- The Washington Times - Thursday, April 26, 2018

Gun takeback days proved so popular that the government is trying it with drugs, asking people to turn in unused opioids, hoping to get them out of people’s medicine cabinets before they are used to feed someone’s addiction.

The Drug Enforcement Administration expects Saturday to be the biggest takeback day ever, topping the 912,305 pounds collected last year.

Although the effort may be good for adding to the stigma of opioids as a scourge, analysts say, it’s not clear whether the amount collected makes a dent in the total supply available to determined addicts.

And it’s costly.

Safely disposing of unwanted medications costs $1.50 a pound, a North Carolina state study calculated. That doesn’t include the costs of transportation, staffing and other overhead to run the takebacks. Since the first National Take Back Day was established in 2010, more than 9 million pounds have been collected, costing local governments an estimated $13.5 million.



Municipalities have begun to fight back, hoping to shift those costs to the pharmaceutical industry. Massachusetts and local governments in California and Washington have enacted laws forcing drugmakers to fund takeback programs.

“If the pharmaceutical industry has to pay for the unwanted and unused drugs in the back end, maybe they will figure out ways to reduce the amount of prescriptions so people only buy what they need,” said Scott Cassell, CEO of the Product Stewardship Institute, a nonprofit environmental policy group that supports takeback programs.

Pharmaceutical companies have resisted. Industry trade groups have argued that takeback programs are not effective. They also claim it is unfair to force private, out-of-state corporations to pay the tab for a local government responsibility.

“There is an appropriate role for government to do this,” said Craig Burton, vice president of policy for the Association of Accessible Medicines, which advocates on behalf of generic drug manufacturers.

So far, political will for this battle has been only at the local level. Some federal lawmakers this year have begun debating bills requiring safer disposal of medicines, but they have not discussed how such measures would be financed.

The battle over picking up the tab has become so fierce that the federal courts had to weigh in on it.

In 2015, Alameda County, California, implemented the nation’s first permanent takeback program and required pharmaceutical companies to pay for it. Under the plan, drug companies would pick up the tab for running 110 collection sites at police stations, pharmacies and hospitals.

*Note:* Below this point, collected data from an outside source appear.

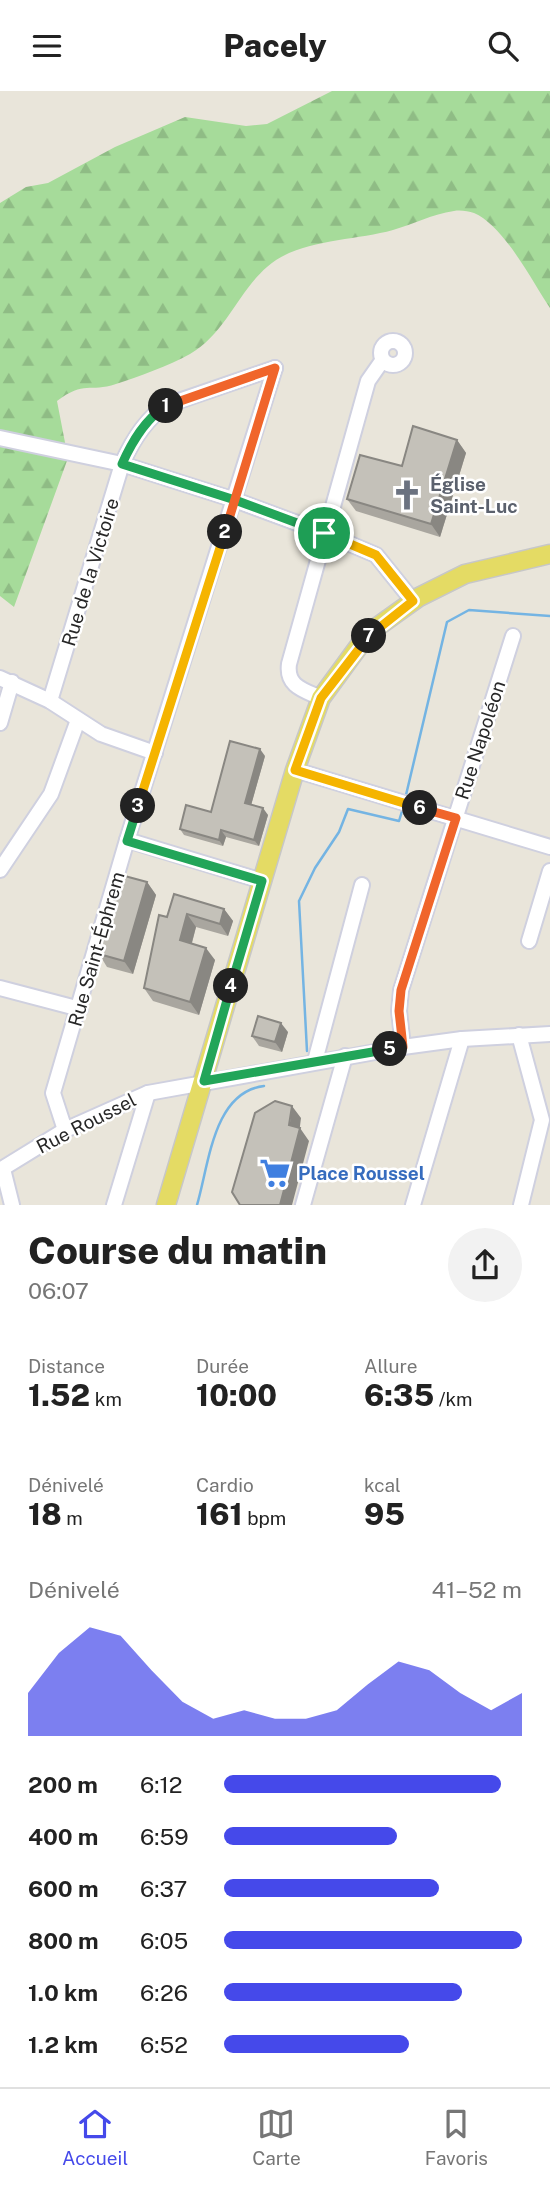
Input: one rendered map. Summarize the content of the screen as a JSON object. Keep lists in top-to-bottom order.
{
  "streets": {
    "street": [
      "Rue de la Victoire",
      "Rue Napoléon",
      "Rue Saint-Éphrem",
      "Rue Roussel"
    ]
  },
  "crossings": [
    ["Rue de la Victoire", "Rue Saint-Éphrem"],
    ["Rue Napoléon", "Rue Roussel"],
    ["Rue Saint-Éphrem", "Rue Roussel"]
  ],
  "places": {
    "church": ["Église Saint-Luc"],
    "supermarket": ["Place Roussel"]
  },
  "page": {
    "header": "Pacely",
    "pins": [
      "1",
      "2",
      "7",
      "3",
      "6",
      "4",
      "5"
    ],
    "heading": ["Course du matin", "06:07"],
    "stats": [
      ["Distance", "1.52 km"],
      ["Durée", "10:00"],
      ["Allure", "6:35 /km"],
      ["Dénivelé", "18 m"],
      ["Cardio", "161 bpm"],
      ["kcal", "95"]
    ],
    "chart": ["Dénivelé", "41–52 m"],
    "list": [
      {
        "name": "200 m",
        "note": "6:12"
      },
      {
        "name": "400 m",
        "note": "6:59"
      },
      {
        "name": "600 m",
        "note": "6:37"
      },
      {
        "name": "800 m",
        "note": "6:05"
      },
      {
        "name": "1.0 km",
        "note": "6:26"
      },
      {
        "name": "1.2 km",
        "note": "6:52"
      }
    ],
    "tabs": ["Accueil", "Carte", "Favoris"]
  }
}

The industry sued over the law, estimating that it would cost them $1.2 million a year to comply. Alameda County disagreed with that total, saying the costs would likely be about $330,000.

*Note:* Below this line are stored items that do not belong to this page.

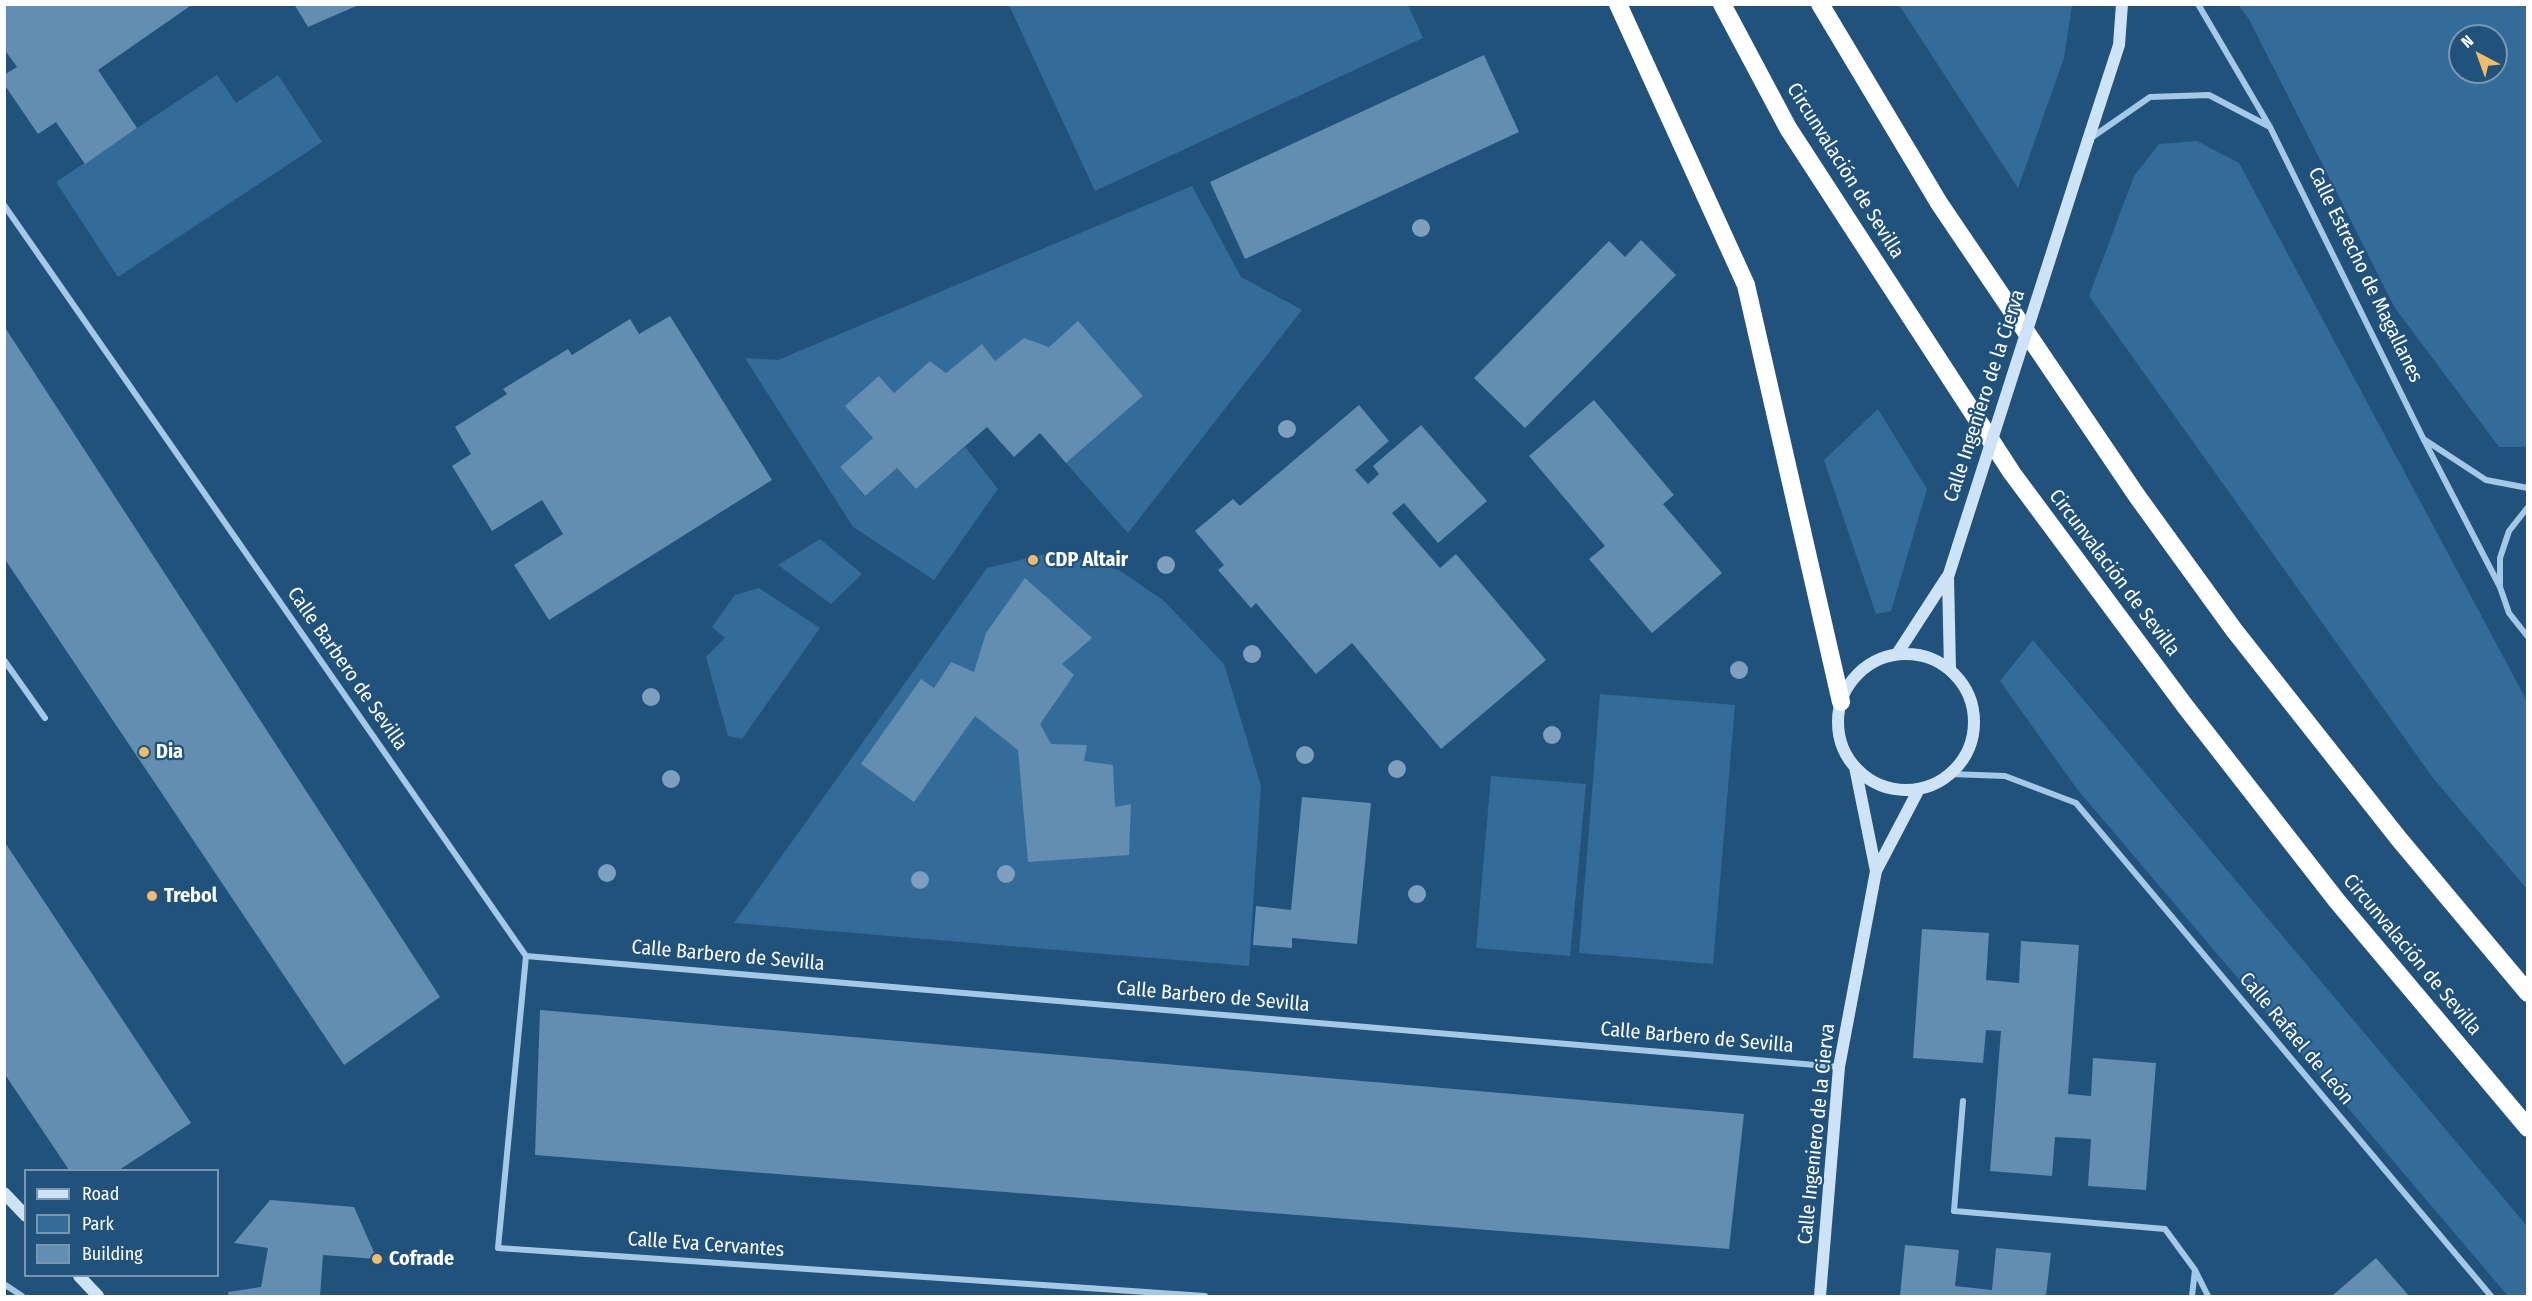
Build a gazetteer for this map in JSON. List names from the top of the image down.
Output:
{
  "streets": {
    "highway": ["Circunvalación de Sevilla"],
    "main road": ["Calle Ingeniero de la Cierva"],
    "street": [
      "Calle Estrecho de Magallanes",
      "Calle Barbero de Sevilla",
      "Calle Rafael de León",
      "Calle Eva Cervantes"
    ]
  },
  "crossings": [
    ["Calle Ingeniero de la Cierva", "Calle Barbero de Sevilla"],
    ["Calle Ingeniero de la Cierva", "Calle Rafael de León"],
    ["Calle Barbero de Sevilla", "Calle Eva Cervantes"]
  ],
  "places": [
    "CDP Altair",
    "Dia",
    "Trebol",
    "Cofrade"
  ],
  "legend": ["Road", "Park", "Building"],
  "north": "top left"
}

A federal court rejected the industry challenge, ruling that the program did not violate interstate commerce laws by requiring companies elsewhere to pay for local programs. The ruling was upheld by a federal appeals court, and the Supreme Court let that stand.

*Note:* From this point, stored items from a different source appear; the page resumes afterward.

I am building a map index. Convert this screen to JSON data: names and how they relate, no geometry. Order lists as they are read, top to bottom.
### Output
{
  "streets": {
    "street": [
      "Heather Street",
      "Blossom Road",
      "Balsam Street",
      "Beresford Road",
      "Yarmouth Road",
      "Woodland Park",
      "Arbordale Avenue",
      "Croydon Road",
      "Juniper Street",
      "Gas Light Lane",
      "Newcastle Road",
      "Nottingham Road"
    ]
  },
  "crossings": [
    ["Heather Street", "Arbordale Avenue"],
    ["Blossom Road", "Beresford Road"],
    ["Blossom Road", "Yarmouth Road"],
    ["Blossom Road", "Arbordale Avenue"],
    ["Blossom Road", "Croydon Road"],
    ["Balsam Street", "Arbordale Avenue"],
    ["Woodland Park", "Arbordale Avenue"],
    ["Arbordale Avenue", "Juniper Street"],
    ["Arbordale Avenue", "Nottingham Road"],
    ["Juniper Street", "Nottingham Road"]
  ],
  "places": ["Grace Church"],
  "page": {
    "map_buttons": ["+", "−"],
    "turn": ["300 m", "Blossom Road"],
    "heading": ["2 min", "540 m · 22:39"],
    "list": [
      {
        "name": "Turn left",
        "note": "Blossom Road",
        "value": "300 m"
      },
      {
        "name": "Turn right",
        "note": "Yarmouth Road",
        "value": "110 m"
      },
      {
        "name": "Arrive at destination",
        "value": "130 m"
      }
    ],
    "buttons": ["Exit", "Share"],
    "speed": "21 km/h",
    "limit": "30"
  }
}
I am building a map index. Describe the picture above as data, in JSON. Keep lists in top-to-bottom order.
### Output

Takeback programs are one part of an all-ideas strategy to combat the opioid epidemic.

Congress is pouring billions of dollars into a national effort, law enforcement is vowing a more punitive approach to illegal dealers, and doctors are searching for better prescription strategies to keep drugs out of the market in the first place.

But each of those ideas has critics and questions.

Dr. Richard Blondell, vice chairman for addiction medicine at the University of Buffalo, said the fight over paying for drug takebacks distracts from its overall goal of reducing opioid deaths.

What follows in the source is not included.